■ ABOUT THIS TASK ■
Every line with "weight" in it must be copied from the data.

■ THE DATA ■
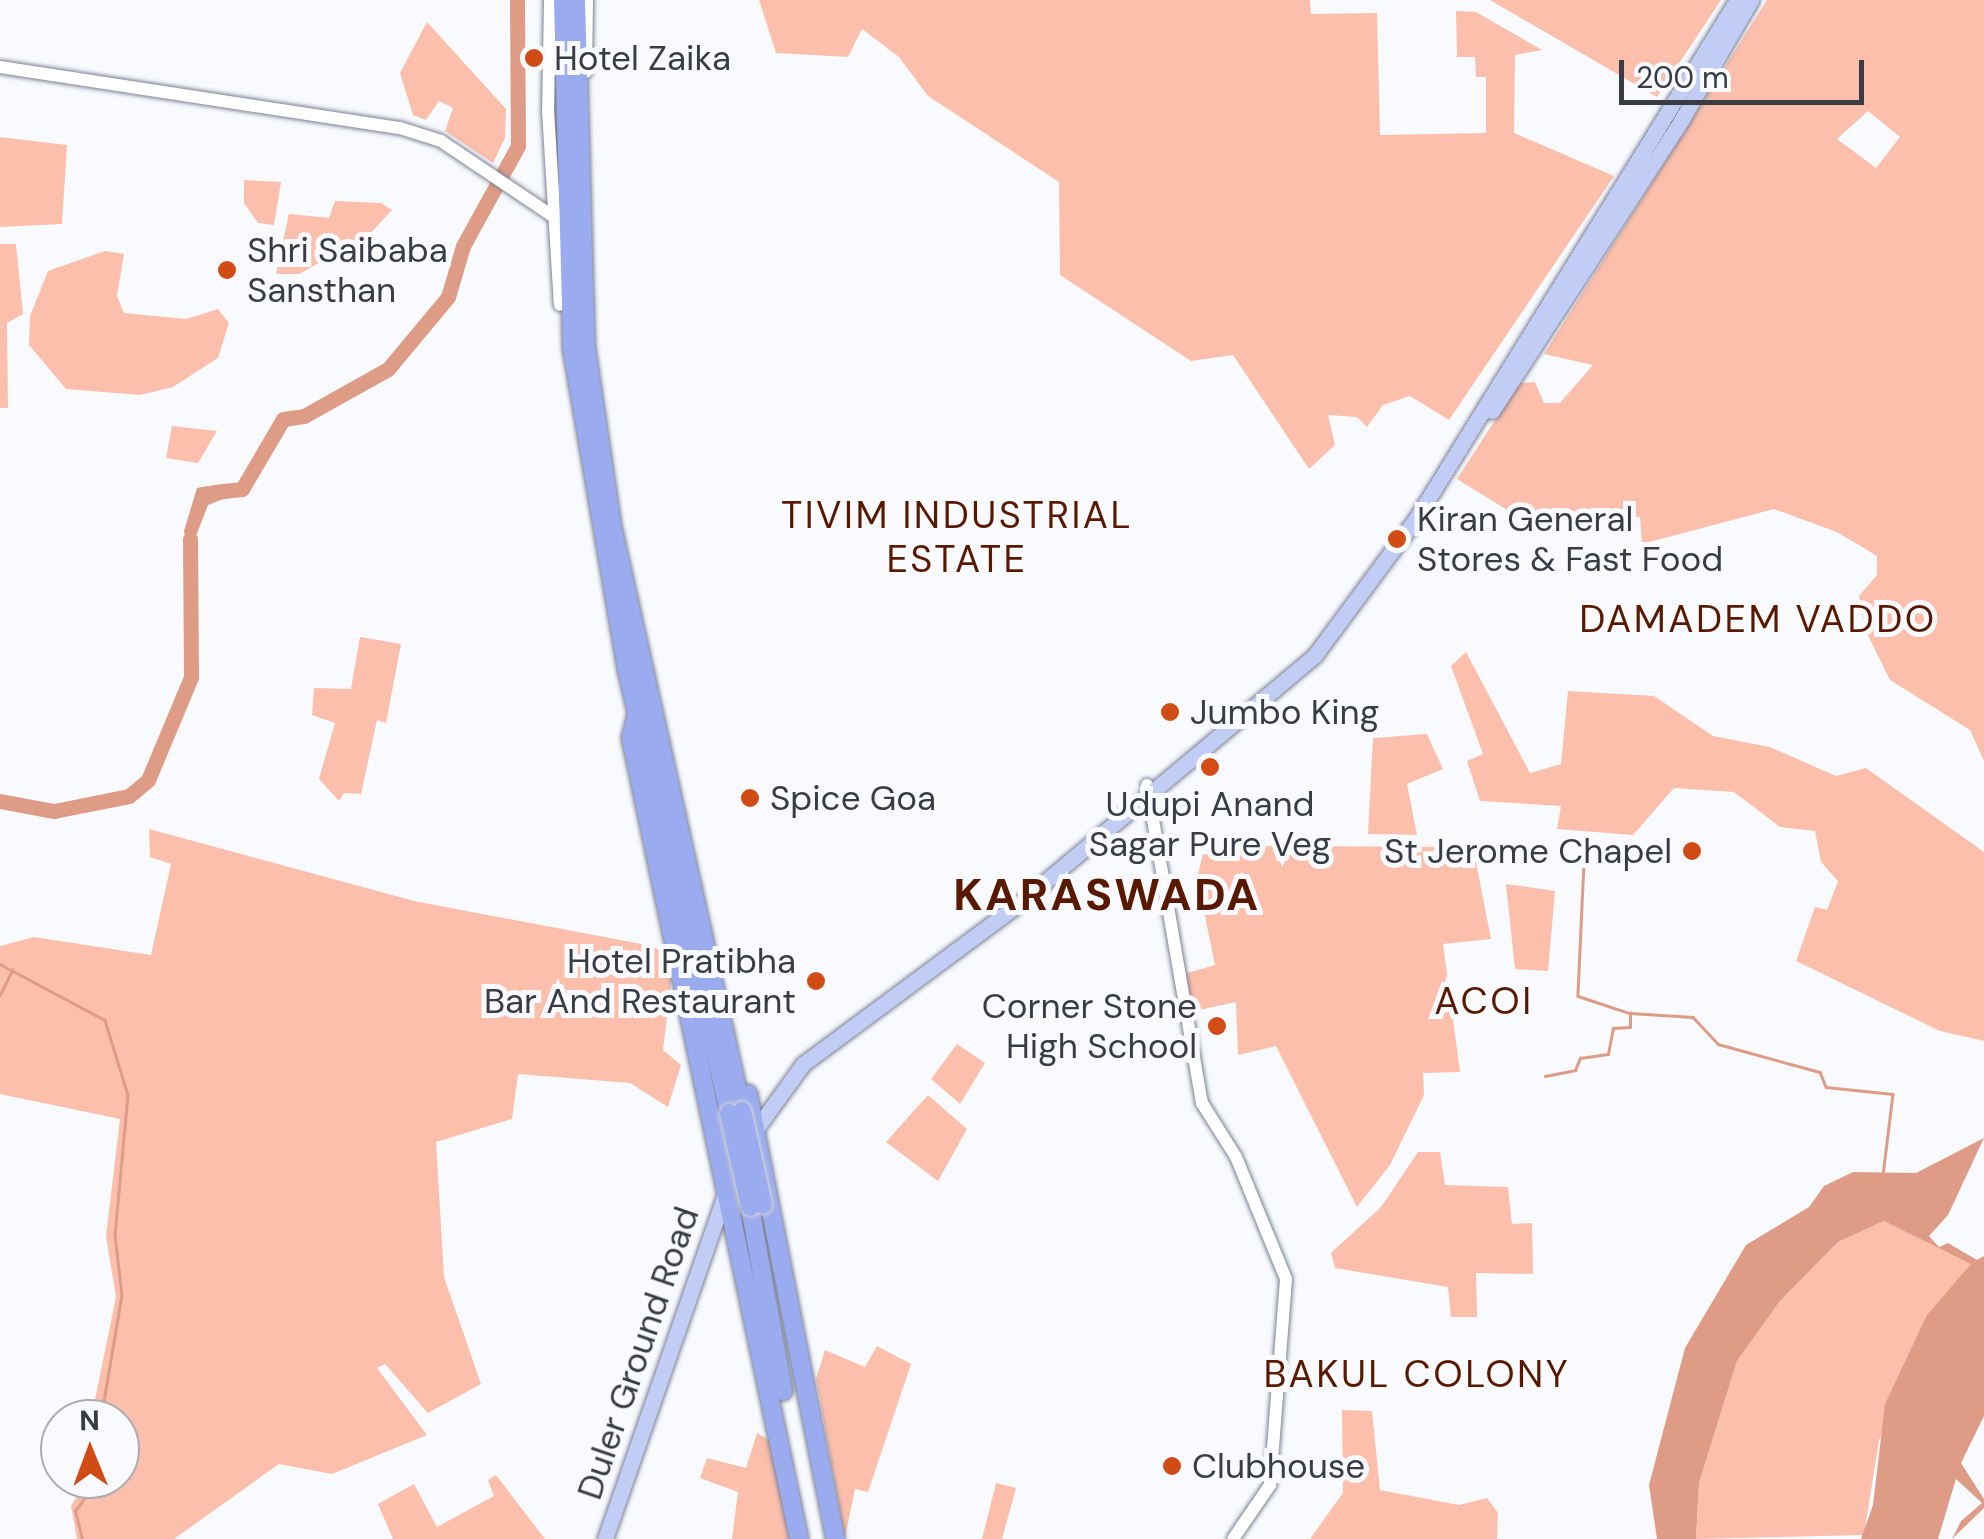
<!DOCTYPE html>
<style>
body{margin:0}
#map{position:relative;width:1984px;height:1539px;overflow:hidden;background:#f8fafe;font-family:"DM Sans",sans-serif}
div>[style]{position:absolute}
.green>*{inset:0;background:#fbbfab}
.water>*{inset:0;background:#de9c86}
.stream>*{height:2.5px;margin:-1.25px;padding:0 1.25px;transform-origin:1.25px;border-radius:1.25px;background:#de9c86}
.river>*{height:15px;margin:-7.5px;padding:0 7.5px;transform-origin:7.5px;border-radius:7.5px;background:#de9c86}
.roads{filter:drop-shadow(0 0 2px #7c8193) drop-shadow(0 0 2px #7c8193)}
.secondary>*{height:12px;margin:-6px;padding:0 6px;transform-origin:6px;border-radius:6px;background:#fff}
.primary>*{height:15px;margin:-7.5px;padding:0 7.5px;transform-origin:7.5px;border-radius:7.5px;background:#c2cdf5}
.highway>*{height:18px;margin:-9px;padding:0 9px;transform-origin:9px;border-radius:9px;background:#9aabef}
.bridges{filter:drop-shadow(0 0 2px #d4d4d6) drop-shadow(0 0 2px #d4d4d6)}
.highway-bridge>*{height:18px;margin:-9px;padding:0 9px;transform-origin:9px;border-radius:9px;background:#9aabef}
.dots>*{width:28px;height:28px;translate:-50% -50%;box-sizing:border-box;border:5px solid #f8fafe;border-radius:50%}
span{translate:-50% -50%;white-space:nowrap;text-align:center;line-height:1.15;-webkit-text-stroke:10px #f8fafe;paint-order:stroke}
.poi-label{font-size:35px;color:#3a3c44}
.left{translate:0 -50%;text-align:left}
.right{translate:-100% -50%;text-align:right}
.street-label{font-size:35px;color:#3a3c44}
.neighbourhood-label{font-size:38px;color:#591900;letter-spacing:2.5px}
.district-label{font-size:45px;color:#591900;font-weight:700;letter-spacing:2.5px}
.north{position:absolute;left:40px;top:1399px;width:100px;height:100px;box-sizing:border-box;background:#f8fafe;border:2px solid #acaeb4;border-radius:50%;rotate:359deg;font-size:28px;font-weight:700;line-height:40px;text-align:center;color:#3a3c44}
.north::after{content:'';display:block;margin:auto;width:35px;height:45px;background:#d14b14;clip-path:polygon(50% 0,100% 100%,50% 72%,0 100%)}
.scale{position:absolute;left:1619px;top:60px;width:245px;height:45px;box-sizing:border-box;border:5px solid #3a3c44;border-top:0;padding-left:12px;font-size:30px;line-height:35px;white-space:nowrap;color:#3a3c44;-webkit-text-stroke:8px #f8fafe;paint-order:stroke}
</style>
<div id="map">
<div class="green">
<div style="clip-path:polygon(759px 0,1310px 0,1311px 14px,1377px 13px,1380px 135px,1486px 133px,1486px 77px,1476px 77px,1475px 57px,1457px 57px,1456px 11px,1476px 12px,1542px 50px,1515px 55px,1514px 133px,1614px 176px,1449px 420px,1410px 396px,1383px 405px,1367px 427px,1357px 417px,1328px 415px,1335px 445px,1309px 469px,1233px 355px,1191px 361px,1060px 275px,1059px 182px,928px 96px,899px 57px,862px 29px,848px 57px,776px 53px)"></div>
<div style="clip-path:polygon(1490px 0,1721px 0,1657px 97px)"></div>
<div style="clip-path:polygon(evenodd,1767px 0,1984px 0,1984px 761px,1970px 730px,1890px 680px,1865px 629px,1859px 596px,1877px 575px,1877px 556px,1837px 532px,1774px 509px,1642px 544px,1640px 517px,1533px 526px,1457px 479px,1519px 383px,1535px 382px,1544px 403px,1560px 403px,1593px 365px,1544px 354px,1767px 0,1868px 111px,1900px 137px,1876px 168px,1837px 139px,1868px 111px)"></div>
<div style="clip-path:polygon(427px 22px,506px 109px,505px 138px,493px 163px,445px 131px,453px 108px,439px 101px,426px 120px,413px 115px,400px 73px)"></div>
<div style="clip-path:polygon(0 137px,67px 145px,62px 224px,0 227px)"></div>
<div style="clip-path:polygon(244px 180px,281px 182px,274px 225px,258px 223px,244px 203px)"></div>
<div style="clip-path:polygon(335px 201px,381px 203px,392px 210px,368px 236px,299px 274px,276px 274px,289px 214px,329px 218px)"></div>
<div style="clip-path:polygon(0 244px,16px 244px,23px 314px,7px 323px,8px 408px,0 408px)"></div>
<div style="clip-path:polygon(105px 251px,124px 254px,117px 296px,124px 313px,186px 319px,218px 309px,229px 323px,218px 358px,173px 387px,140px 395px,66px 389px,29px 345px,30px 316px,48px 271px)"></div>
<div style="clip-path:polygon(172px 426px,217px 431px,198px 463px,166px 458px)"></div>
<div style="clip-path:polygon(360px 637px,401px 644px,386px 723px,377px 720px,361px 794px,344px 793px,339px 801px,319px 779px,335px 723px,312px 715px,314px 688px,351px 689px)"></div>
<div style="clip-path:polygon(1466px 652px,1530px 773px,1561px 764px,1568px 691px,1654px 696px,1713px 736px,1770px 747px,1836px 776px,1866px 768px,1984px 852px,1984px 1041px,1940px 1031px,1796px 961px,1815px 907px,1827px 910px,1838px 881px,1821px 862px,1815px 831px,1780px 827px,1734px 792px,1674px 788px,1633px 835px,1557px 829px,1561px 806px,1480px 801px,1467px 761px,1483px 754px,1451px 666px)"></div>
<div style="clip-path:polygon(1427px 734px,1443px 769px,1407px 784px,1417px 835px,1368px 834px,1373px 738px)"></div>
<div style="clip-path:polygon(149px 829px,414px 901px,652px 946px,674px 959px,663px 1050px,681px 1065px,668px 1107px,630px 1083px,518px 1074px,512px 1119px,436px 1142px,444px 1277px,481px 1384px,428px 1413px,385px 1364px,377px 1368px,427px 1435px,332px 1474px,279px 1464px,174px 1539px,77px 1539px,71px 1506px,87px 1479px,120px 1479px,120px 1419px,92px 1414px,116px 1297px,106px 1236px,120px 1119px,0 1094px,0 946px,34px 937px,151px 955px,171px 864px,150px 857px)"></div>
<div style="clip-path:polygon(1253px 846px,1473px 847px,1491px 939px,1443px 944px,1460px 1072px,1423px 1073px,1424px 1095px,1390px 1165px,1357px 1207px,1276px 1046px,1238px 1055px,1236px 1002px,1194px 1011px,1184px 974px,1215px 965px,1197px 878px,1203px 854px,1235px 858px)"></div>
<div style="clip-path:polygon(1506px 884px,1555px 891px,1548px 971px,1515px 969px)"></div>
<div style="clip-path:polygon(957px 1044px,985px 1063px,960px 1104px,931px 1079px)"></div>
<div style="clip-path:polygon(928px 1095px,967px 1129px,938px 1181px,886px 1142px)"></div>
<div style="clip-path:polygon(1418px 1152px,1440px 1152px,1445px 1185px,1508px 1187px,1512px 1224px,1532px 1223px,1533px 1274px,1476px 1273px,1477px 1317px,1451px 1317px,1448px 1287px,1335px 1268px,1331px 1253px,1381px 1207px)"></div>
<div style="clip-path:polygon(1884px 1221px,1972px 1264px,1879px 1440px,1864px 1535px,1696px 1539px,1699px 1483px,1737px 1361px,1780px 1301px,1838px 1242px)"></div>
<div style="clip-path:polygon(877px 1346px,911px 1364px,868px 1492px,855px 1489px,845px 1538px,816px 1379px,825px 1350px,865px 1367px)"></div>
<div style="clip-path:polygon(1342px 1410px,1372px 1411px,1380px 1490px,1459px 1505px,1487px 1498px,1498px 1513px,1497px 1539px,1310px 1539px,1343px 1493px)"></div>
<div style="clip-path:polygon(757px 1433px,771px 1441px,789px 1539px,732px 1539px,738px 1492px,700px 1478px,707px 1458px,746px 1468px)"></div>
<div style="clip-path:polygon(496px 1475px,545px 1539px,393px 1539px,378px 1504px,414px 1484px,437px 1527px,494px 1496px,488px 1480px)"></div>
<div style="clip-path:polygon(996px 1483px,1016px 1488px,1002px 1539px,982px 1539px)"></div>
</div>
<div class="water">
<div style="clip-path:polygon(208px 486px,241px 492px,208px 505px,188px 557px,184px 531px,197px 488px)"></div>
<div style="clip-path:polygon(1984px 1138px,1948px 1215px,1929px 1236px,1939px 1247px,1948px 1243px,1977px 1260px,1984px 1256px,1984px 1416px,1961px 1463px,1984px 1499px,1984px 1508px,1952px 1539px,1961px 1521px,1982px 1503px,1956px 1479px,1938px 1539px,1861px 1539px,1873px 1505px,1885px 1404px,1927px 1315px,1971px 1264px,1884px 1221px,1838px 1242px,1780px 1301px,1737px 1361px,1699px 1483px,1696px 1539px,1657px 1539px,1649px 1485px,1685px 1348px,1746px 1245px,1809px 1207px,1824px 1186px,1853px 1172px,1916px 1173px)"></div>
</div>
<div class="stream">
<div style="left:1584px;top:862px;width:134px;rotate:92.6deg"></div>
<div style="left:1578px;top:996px;width:54px;rotate:18.4deg"></div>
<div style="left:0;top:964px;width:119px;rotate:28.1deg"></div>
<div style="left:105px;top:1020px;width:78px;rotate:73deg"></div>
<div style="left:128px;top:1095px;width:140px;rotate:95.3deg"></div>
<div style="left:115px;top:1234px;width:61px;rotate:83.5deg"></div>
<div style="left:122px;top:1295px;width:126px;rotate:99.6deg"></div>
<div style="left:0;top:995px;width:28px;rotate:-64deg"></div>
<div style="left:1545px;top:1076px;width:31px;rotate:-11deg"></div>
<div style="left:1575px;top:1070px;width:13px;rotate:-67deg"></div>
<div style="left:1580px;top:1058px;width:28px;rotate:-8deg"></div>
<div style="left:1608px;top:1054px;width:26px;rotate:-79deg"></div>
<div style="left:1613px;top:1028px;width:17px;rotate:-3deg"></div>
<div style="left:1630px;top:1027px;width:14px;rotate:-90deg"></div>
<div style="left:1630px;top:1013px;width:63px;rotate:3.6deg"></div>
<div style="left:1693px;top:1017px;width:37px;rotate:47deg"></div>
<div style="left:1718px;top:1044px;width:106px;rotate:15.4deg"></div>
<div style="left:1820px;top:1072px;width:16px;rotate:68deg"></div>
<div style="left:1826px;top:1087px;width:67px;rotate:6deg"></div>
<div style="left:1893px;top:1094px;width:82px;rotate:97deg"></div>
<div style="left:82px;top:1539px;width:29px;rotate:-104deg"></div>
<div style="left:75px;top:1511px;width:39px;rotate:-54deg"></div>
</div>
<div class="river">
<div style="left:214px;top:492px;width:28px;rotate:-6deg"></div>
<div style="left:242px;top:489px;width:81px;rotate:-59.6deg"></div>
<div style="left:283px;top:419px;width:21px;rotate:-8deg"></div>
<div style="left:304px;top:416px;width:96px;rotate:-29.2deg"></div>
<div style="left:388px;top:369px;width:94px;rotate:-50.2deg"></div>
<div style="left:448px;top:297px;width:53px;rotate:-73.6deg"></div>
<div style="left:463px;top:246px;width:114px;rotate:-61.2deg"></div>
<div style="left:518px;top:146px;width:146px;rotate:-90.4deg"></div>
<div style="left:0;top:801px;width:55px;rotate:10.5deg"></div>
<div style="left:54px;top:811px;width:76px;rotate:-11.3deg"></div>
<div style="left:129px;top:796px;width:25px;rotate:-40deg"></div>
<div style="left:148px;top:780px;width:112px;rotate:-67.3deg"></div>
<div style="left:191px;top:677px;width:138px;rotate:-90.4deg"></div>
</div>
<div class="roads">
<div class="secondary">
<div style="left:550px;top:0;width:111px;rotate:91deg"></div>
<div style="left:548px;top:111px;width:194px;rotate:86.5deg"></div>
<div style="left:0;top:67px;width:405px;rotate:8.7deg"></div>
<div style="left:400px;top:128px;width:43px;rotate:17.6deg"></div>
<div style="left:441px;top:141px;width:136px;rotate:33.9deg"></div>
<div style="left:586px;top:72px;width:72px;rotate:-89.2deg"></div>
<div style="left:1147px;top:785px;width:323px;rotate:80.2deg"></div>
<div style="left:1202px;top:1103px;width:64px;rotate:57.8deg"></div>
<div style="left:1236px;top:1157px;width:132px;rotate:67.7deg"></div>
<div style="left:1286px;top:1279px;width:207px;rotate:94.4deg"></div>
<div style="left:1270px;top:1485px;width:65px;rotate:124.4deg"></div>
</div>
<div class="primary">
<div style="left:1492px;top:411px;width:348px;rotate:-56.9deg"></div>
<div style="left:1682px;top:119px;width:138px;rotate:-59.9deg"></div>
<div style="left:756px;top:1129px;width:80px;rotate:-54.1deg"></div>
<div style="left:803px;top:1064px;width:272px;rotate:-36.6deg"></div>
<div style="left:1021px;top:902px;width:384px;rotate:-40deg"></div>
<div style="left:1315px;top:655px;width:172px;rotate:-53.5deg"></div>
<div style="left:1417px;top:517px;width:608px;rotate:-58.24deg"></div>
<div style="left:605px;top:1539px;width:371px;rotate:-70.8deg"></div>
</div>
<div class="highway">
<div style="left:563px;top:0;width:348px;rotate:88.5deg"></div>
<div style="left:572px;top:348px;width:327px;rotate:80.3deg"></div>
<div style="left:627px;top:670px;width:455px;rotate:77deg"></div>
<div style="left:576px;top:0;width:348px;rotate:88.4deg"></div>
<div style="left:586px;top:348px;width:180px;rotate:81.7deg"></div>
<div style="left:612px;top:526px;width:599px;rotate:77.47deg"></div>
<div style="left:636px;top:718px;width:21px;rotate:104deg"></div>
<div style="left:631px;top:738px;width:818px;rotate:78.15deg"></div>
<div style="left:748px;top:1094px;width:453px;rotate:78.9deg"></div>
<div style="left:750px;top:1207px;width:187px;rotate:79.8deg"></div>
</div>
</div>
<div class="bridges">
<div class="highway-bridge">
<div style="left:742px;top:1111px;width:96px;rotate:77.4deg"></div>
<div style="left:729px;top:1113px;width:96px;rotate:77.4deg"></div>
</div>
</div>
<div class="dots">
<div style="left:534px;top:58px;background:#d14b14"></div>
<div style="left:227px;top:270px;background:#d14b14"></div>
<div style="left:1397px;top:539px;background:#d14b14"></div>
<div style="left:1170px;top:712px;background:#d14b14"></div>
<div style="left:1210px;top:767px;background:#d14b14"></div>
<div style="left:750px;top:798px;background:#d14b14"></div>
<div style="left:1692px;top:851px;background:#d14b14"></div>
<div style="left:816px;top:981px;background:#d14b14"></div>
<div style="left:1217px;top:1026px;background:#d14b14"></div>
<div style="left:1172px;top:1466px;background:#d14b14"></div>
</div>
<div class="poi-label">
<span class="left" style="left:554px;top:58px">Hotel Zaika</span>
<span class="left" style="left:247px;top:270px">Shri Saibaba<br>Sansthan</span>
<span class="left" style="left:1417px;top:539px">Kiran General<br>Stores &amp; Fast Food</span>
<span class="left" style="left:1190px;top:712px">Jumbo King</span>
<span class="left" style="left:770px;top:798px">Spice Goa</span>
<span style="left:1210px;top:824px">Udupi Anand<br>Sagar Pure Veg</span>
<span class="right" style="left:1672px;top:851px">St Jerome Chapel</span>
<span class="right" style="left:796px;top:981px">Hotel Pratibha<br>Bar And Restaurant</span>
<span class="right" style="left:1197px;top:1026px">Corner Stone<br>High School</span>
<span class="left" style="left:1192px;top:1466px">Clubhouse</span>
</div>
<div class="street-label">
<span style="left:638px;top:1353px;rotate:-71deg">Duler Ground Road</span>
</div>
<div class="neighbourhood-label">
<span style="left:957px;top:538px">TIVIM INDUSTRIAL<br>ESTATE</span>
<span style="left:1758px;top:620px">DAMADEM VADDO</span>
<span style="left:1484px;top:1002px">ACOI</span>
<span style="left:1417px;top:1375px">BAKUL COLONY</span>
</div>
<div class="district-label">
<span style="left:1107px;top:895px">KARASWADA</span>
</div>
<div class="north">N</div>
<div class="scale">200 m</div>
</div>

■ RESPONSE BOX ■
.district-label{font-size:45px;color:#591900;font-weight:700;letter-spacing:2.5px}
.north{position:absolute;left:40px;top:1399px;width:100px;height:100px;box-sizing:border-box;background:#f8fafe;border:2px solid #acaeb4;border-radius:50%;rotate:359deg;font-size:28px;font-weight:700;line-height:40px;text-align:center;color:#3a3c44}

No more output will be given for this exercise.